Cathead responded that if the ice was thick enough to strand a twenty-five-foot boat with a car engine in it, then it would hold five men and a boy, and implied that anyone who passed up six-to-one odds against a mere sneak thief, with the advantages of darkness and surprise, didn’t really want to work very much.
Eddie held his temper, although the last part had nettled him. He countered that Frank Basset never worked alone; he’d had three men in the restaurants and four working the houses, and if he were alone now, he wouldn’t need a twenty-five-foot boat in the first place. From this point the discussion deteriorated, until finally Eddie uttered his benediction. “I give up. It’s all yours, Cathead. Have a ball. It’s going to be the slaughter of the innocents.”

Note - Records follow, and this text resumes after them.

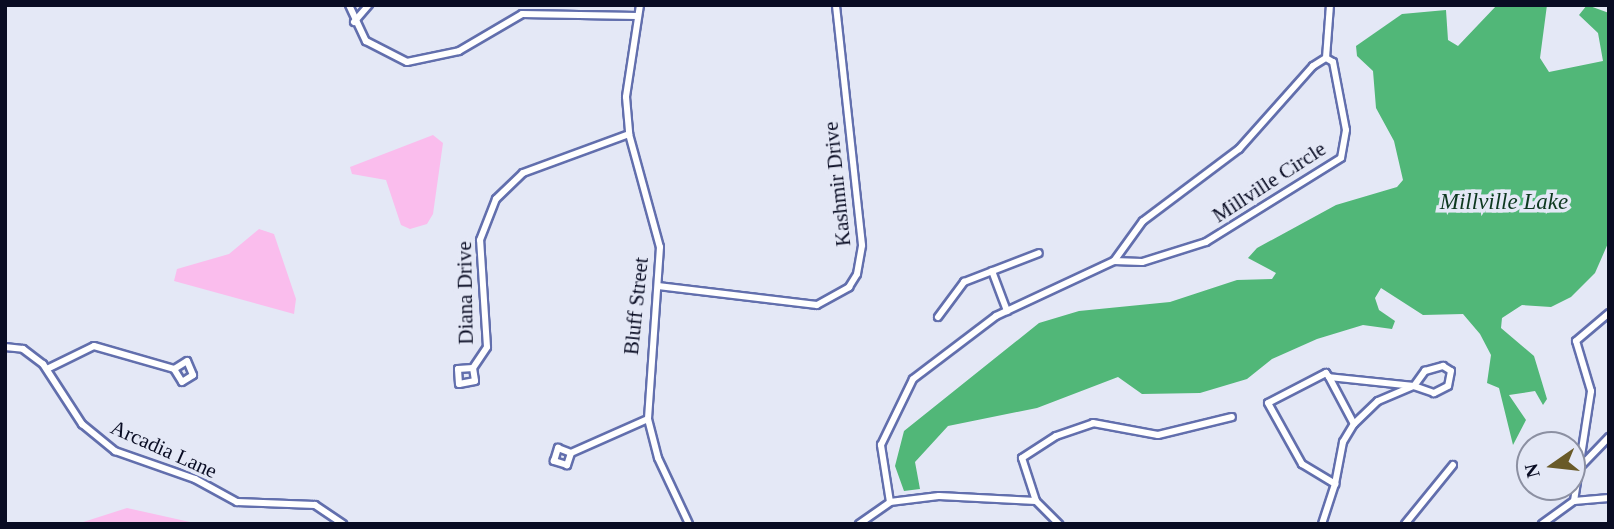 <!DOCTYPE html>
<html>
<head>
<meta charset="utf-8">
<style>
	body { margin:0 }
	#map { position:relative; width:1614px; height:529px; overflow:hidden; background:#e4e8f6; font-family:Georgia,serif }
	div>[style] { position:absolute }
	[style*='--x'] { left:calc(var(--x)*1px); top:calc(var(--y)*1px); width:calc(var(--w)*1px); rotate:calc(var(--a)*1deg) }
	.green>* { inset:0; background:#fabded }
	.water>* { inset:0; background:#51b778 }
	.roads { filter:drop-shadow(2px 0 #626fad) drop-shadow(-2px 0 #626fad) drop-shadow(0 2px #626fad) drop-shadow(0 -2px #626fad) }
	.street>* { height:6px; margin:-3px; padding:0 3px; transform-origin:3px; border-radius:3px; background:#fff }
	span { translate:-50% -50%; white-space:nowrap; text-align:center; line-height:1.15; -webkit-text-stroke:7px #e4e8f6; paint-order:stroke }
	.street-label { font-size:21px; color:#090c23 }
	.water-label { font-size:23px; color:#0d381f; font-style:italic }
	.frame { position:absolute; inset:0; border:7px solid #090c23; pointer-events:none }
	.north { position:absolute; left:1516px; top:431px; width:70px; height:70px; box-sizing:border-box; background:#e4e8f6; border:2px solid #8c90a2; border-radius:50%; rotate:256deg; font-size:19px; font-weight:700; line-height:28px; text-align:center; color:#090c23 }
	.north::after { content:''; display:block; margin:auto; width:24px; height:32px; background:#695a28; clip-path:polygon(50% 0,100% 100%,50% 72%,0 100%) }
</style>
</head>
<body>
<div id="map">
	<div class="green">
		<div style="clip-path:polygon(433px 135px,443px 143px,433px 214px,427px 224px,410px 229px,401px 225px,386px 180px,352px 174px,350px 167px)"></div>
		<div style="clip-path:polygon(259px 229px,274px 234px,296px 299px,294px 314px,174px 281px,177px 269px,229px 254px)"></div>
		<div style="clip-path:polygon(127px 508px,190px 522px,193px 524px,77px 524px)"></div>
	</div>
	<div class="water">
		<div style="clip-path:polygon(1497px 5px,1547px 5px,1540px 58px,1549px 72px,1603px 61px,1598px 33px,1579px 15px,1587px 5px,1609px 13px,1609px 241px,1595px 273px,1571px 297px,1551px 307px,1522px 305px,1502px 318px,1501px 328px,1534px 356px,1547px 399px,1543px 405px,1535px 391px,1509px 395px,1526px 420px,1513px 445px,1499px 388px,1487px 383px,1491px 355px,1480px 334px,1463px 314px,1423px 315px,1381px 288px,1375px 298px,1379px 310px,1395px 321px,1392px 329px,1363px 325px,1317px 339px,1272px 359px,1247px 379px,1200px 393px,1142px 394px,1118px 377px,1037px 408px,948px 426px,915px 462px,920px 489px,904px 491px,895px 466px,904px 431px,1039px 323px,1079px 311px,1170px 302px,1237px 280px,1272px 279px,1276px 273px,1248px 258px,1257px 248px,1336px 205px,1397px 187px,1403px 180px,1394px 141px,1376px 108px,1373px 71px,1357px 56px,1356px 46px,1402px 14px,1446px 10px,1448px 40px,1458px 46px)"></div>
	</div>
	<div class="roads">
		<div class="street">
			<div style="--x:349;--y:5;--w:40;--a:65"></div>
			<div style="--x:366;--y:41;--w:46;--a:27.1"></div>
			<div style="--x:407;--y:62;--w:53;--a:-11.9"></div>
			<div style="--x:459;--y:51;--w:73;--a:-30.4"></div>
			<div style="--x:522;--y:14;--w:115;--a:1"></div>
			<div style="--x:640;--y:5;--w:93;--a:98.7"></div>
			<div style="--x:626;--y:97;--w:37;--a:85"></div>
			<div style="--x:629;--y:134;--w:117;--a:74.7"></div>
			<div style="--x:660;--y:247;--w:172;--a:94"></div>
			<div style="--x:648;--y:419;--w:40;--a:75.6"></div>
			<div style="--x:658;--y:458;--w:73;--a:64.8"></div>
			<div style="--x:354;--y:22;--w:23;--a:-49"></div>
			<div style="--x:1326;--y:58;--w:53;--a:-85.7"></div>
			<div style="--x:992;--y:271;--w:43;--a:69.4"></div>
			<div style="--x:658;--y:286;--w:160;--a:6.8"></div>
			<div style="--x:817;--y:305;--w:37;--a:-29"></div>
			<div style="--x:849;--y:287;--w:15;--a:-58"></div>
			<div style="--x:857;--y:274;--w:29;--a:-80"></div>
			<div style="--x:862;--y:245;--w:241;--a:-96.2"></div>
			<div style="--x:938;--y:317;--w:44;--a:-53.4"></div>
			<div style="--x:964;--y:282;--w:80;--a:-21.1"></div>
			<div style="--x:5;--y:347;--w:18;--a:6"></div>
			<div style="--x:23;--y:349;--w:25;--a:37"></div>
			<div style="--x:43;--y:364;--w:72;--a:57"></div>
			<div style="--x:82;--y:424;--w:43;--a:39.3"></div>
			<div style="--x:115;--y:451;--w:85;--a:19.3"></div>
			<div style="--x:195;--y:479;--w:48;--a:28.7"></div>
			<div style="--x:237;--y:502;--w:78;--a:2.2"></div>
			<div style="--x:315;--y:505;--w:34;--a:34"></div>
			<div style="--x:473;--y:368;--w:13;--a:81"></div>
			<div style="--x:475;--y:381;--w:16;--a:169"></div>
			<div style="--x:459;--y:384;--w:15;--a:-94"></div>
			<div style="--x:458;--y:369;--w:15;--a:-4"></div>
			<div style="--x:473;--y:368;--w:25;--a:-56"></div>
			<div style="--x:487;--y:347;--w:107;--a:-93.7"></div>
			<div style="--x:480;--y:240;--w:44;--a:-68.7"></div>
			<div style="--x:496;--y:199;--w:37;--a:-44"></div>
			<div style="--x:523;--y:173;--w:113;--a:-20.2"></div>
			<div style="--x:47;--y:369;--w:52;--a:-26.1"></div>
			<div style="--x:94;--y:346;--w:83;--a:16"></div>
			<div style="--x:174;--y:369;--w:15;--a:58"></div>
			<div style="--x:182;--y:382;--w:13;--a:-32"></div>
			<div style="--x:193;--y:375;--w:15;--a:-113"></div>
			<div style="--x:187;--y:361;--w:15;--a:148"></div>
			<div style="--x:1329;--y:377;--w:53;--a:62"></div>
			<div style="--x:571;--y:453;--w:13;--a:108"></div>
			<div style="--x:567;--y:465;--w:14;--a:-163"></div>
			<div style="--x:554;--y:461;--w:14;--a:-73"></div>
			<div style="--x:558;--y:448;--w:14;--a:21"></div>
			<div style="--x:571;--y:453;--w:84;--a:-23.8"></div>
			<div style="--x:1582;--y:465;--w:39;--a:-46"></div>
			<div style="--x:1036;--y:501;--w:45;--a:-108"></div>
			<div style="--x:1022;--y:458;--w:40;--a:-32.9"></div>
			<div style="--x:1056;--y:436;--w:39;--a:-19"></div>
			<div style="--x:1093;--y:423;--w:66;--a:10.5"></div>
			<div style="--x:1158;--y:435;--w:76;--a:-13.7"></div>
			<div style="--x:1574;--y:501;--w:111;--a:-81.2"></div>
			<div style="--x:1591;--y:391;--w:52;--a:-106.7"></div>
			<div style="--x:1576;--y:341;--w:43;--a:-40.3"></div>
			<div style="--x:1574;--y:501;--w:35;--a:-5"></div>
			<div style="--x:890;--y:502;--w:58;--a:-99"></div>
			<div style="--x:881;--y:445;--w:73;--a:-64.1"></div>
			<div style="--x:913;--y:379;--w:104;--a:-37.2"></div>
			<div style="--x:996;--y:316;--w:130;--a:-25"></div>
			<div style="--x:1114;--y:261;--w:49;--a:-54.1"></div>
			<div style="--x:1143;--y:221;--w:120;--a:-36.9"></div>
			<div style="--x:1239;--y:149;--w:111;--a:-48.3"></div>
			<div style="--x:1313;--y:66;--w:15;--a:-32"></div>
			<div style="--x:1326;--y:58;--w:8;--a:30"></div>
			<div style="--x:1333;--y:62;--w:69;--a:79.2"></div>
			<div style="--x:1346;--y:130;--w:28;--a:100"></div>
			<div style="--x:1341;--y:158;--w:159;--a:148.1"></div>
			<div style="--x:1206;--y:242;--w:67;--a:162.6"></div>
			<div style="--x:1142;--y:262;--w:28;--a:-178"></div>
			<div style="--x:859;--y:524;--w:38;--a:-35"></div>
			<div style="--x:890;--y:502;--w:49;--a:-7"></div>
			<div style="--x:939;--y:496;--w:97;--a:3"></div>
			<div style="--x:1036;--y:501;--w:33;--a:45"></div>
			<div style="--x:1322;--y:524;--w:42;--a:-72"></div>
			<div style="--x:1335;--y:484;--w:43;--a:-79.2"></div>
			<div style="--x:1343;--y:442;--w:21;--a:-59"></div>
			<div style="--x:1354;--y:424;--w:33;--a:-44"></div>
			<div style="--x:1378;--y:401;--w:39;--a:-23"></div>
			<div style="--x:1414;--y:386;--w:19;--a:-54"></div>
			<div style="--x:1425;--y:371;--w:19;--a:-16"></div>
			<div style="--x:1443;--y:366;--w:9;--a:32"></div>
			<div style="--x:1451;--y:371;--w:15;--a:101"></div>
			<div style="--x:1448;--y:386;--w:16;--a:153"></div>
			<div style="--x:1434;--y:393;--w:21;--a:-161"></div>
			<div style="--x:1414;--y:386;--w:85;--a:-174"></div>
			<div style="--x:1329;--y:377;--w:5;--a:-127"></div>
			<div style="--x:1326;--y:373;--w:65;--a:152.7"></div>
			<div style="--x:1268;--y:403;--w:70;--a:60.9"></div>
			<div style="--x:1302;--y:464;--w:39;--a:31"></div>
			<div style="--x:1405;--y:524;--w:76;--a:-50.9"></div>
			<div style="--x:1542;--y:524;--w:39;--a:-36"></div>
		</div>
	</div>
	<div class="street-label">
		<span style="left:1269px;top:182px;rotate:-33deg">Millville Circle</span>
		<span style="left:837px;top:184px;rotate:-96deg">Kashmir Drive</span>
		<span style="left:465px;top:293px;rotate:-91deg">Diana Drive</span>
		<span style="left:636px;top:306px;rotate:-84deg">Bluff Street</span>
		<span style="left:164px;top:449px;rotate:24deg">Arcadia Lane</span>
	</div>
	<div class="water-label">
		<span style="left:1504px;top:202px">Millville Lake</span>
	</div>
	<div class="frame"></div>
	<div class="north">N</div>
</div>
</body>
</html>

Eddie had been right. There had been at least six very tense, alert, heavily armed men in the cottage, and Cathead Maloney and his partners had received the full benefit of their ability to find a light switch in the dark and aim a rifle afterward.
Wolf drove along Route 90, across the state line into Chicago, then pulled off the interstate. He went past a gas station, and noticed a set of three pay phones near the men’s room. He glanced at his watch, then patiently wheeled around the block and pulled in beside them. He walked into the office, asked the tired young man sitting on the high stool for the key to the men’s room and opened the other roll of quarters he had bought in Las Vegas. It was four-thirty in the afternoon in Las Vegas, and unless things had changed for no reason in two days, Little Norman would be in the Sands having breakfast. The efficient machine voice told him to put in more money, and he did. He asked the hotel operator to page Norman.
Seventy-five cents later, he heard the voice. “Yeah.”
“Norman.”
“I thought I wasn’t going to hear your voice again.”
“I ran into trouble. Did you do what I asked?”
“You know what that is, kid. It takes time. I started.”
“How does it look?”
“How can it look? Carl Bala lives to eat your eyeballs. The Castigliones know that if they forget that you did the old man ten years ago, they lose respect. The New York families aren’t sure they can pretend that Tony T wasn’t right in their back yard when you came to see him.”
“Are you
“No, but it’s a fantasy. The old men aren’t like that. You chose this life. You knew what it was.”
“Norman?”
“What?”
“Tonight some people came for me. I’m going to assume that the man they worked for didn’t get the message yet. It’s a gesture of good faith.”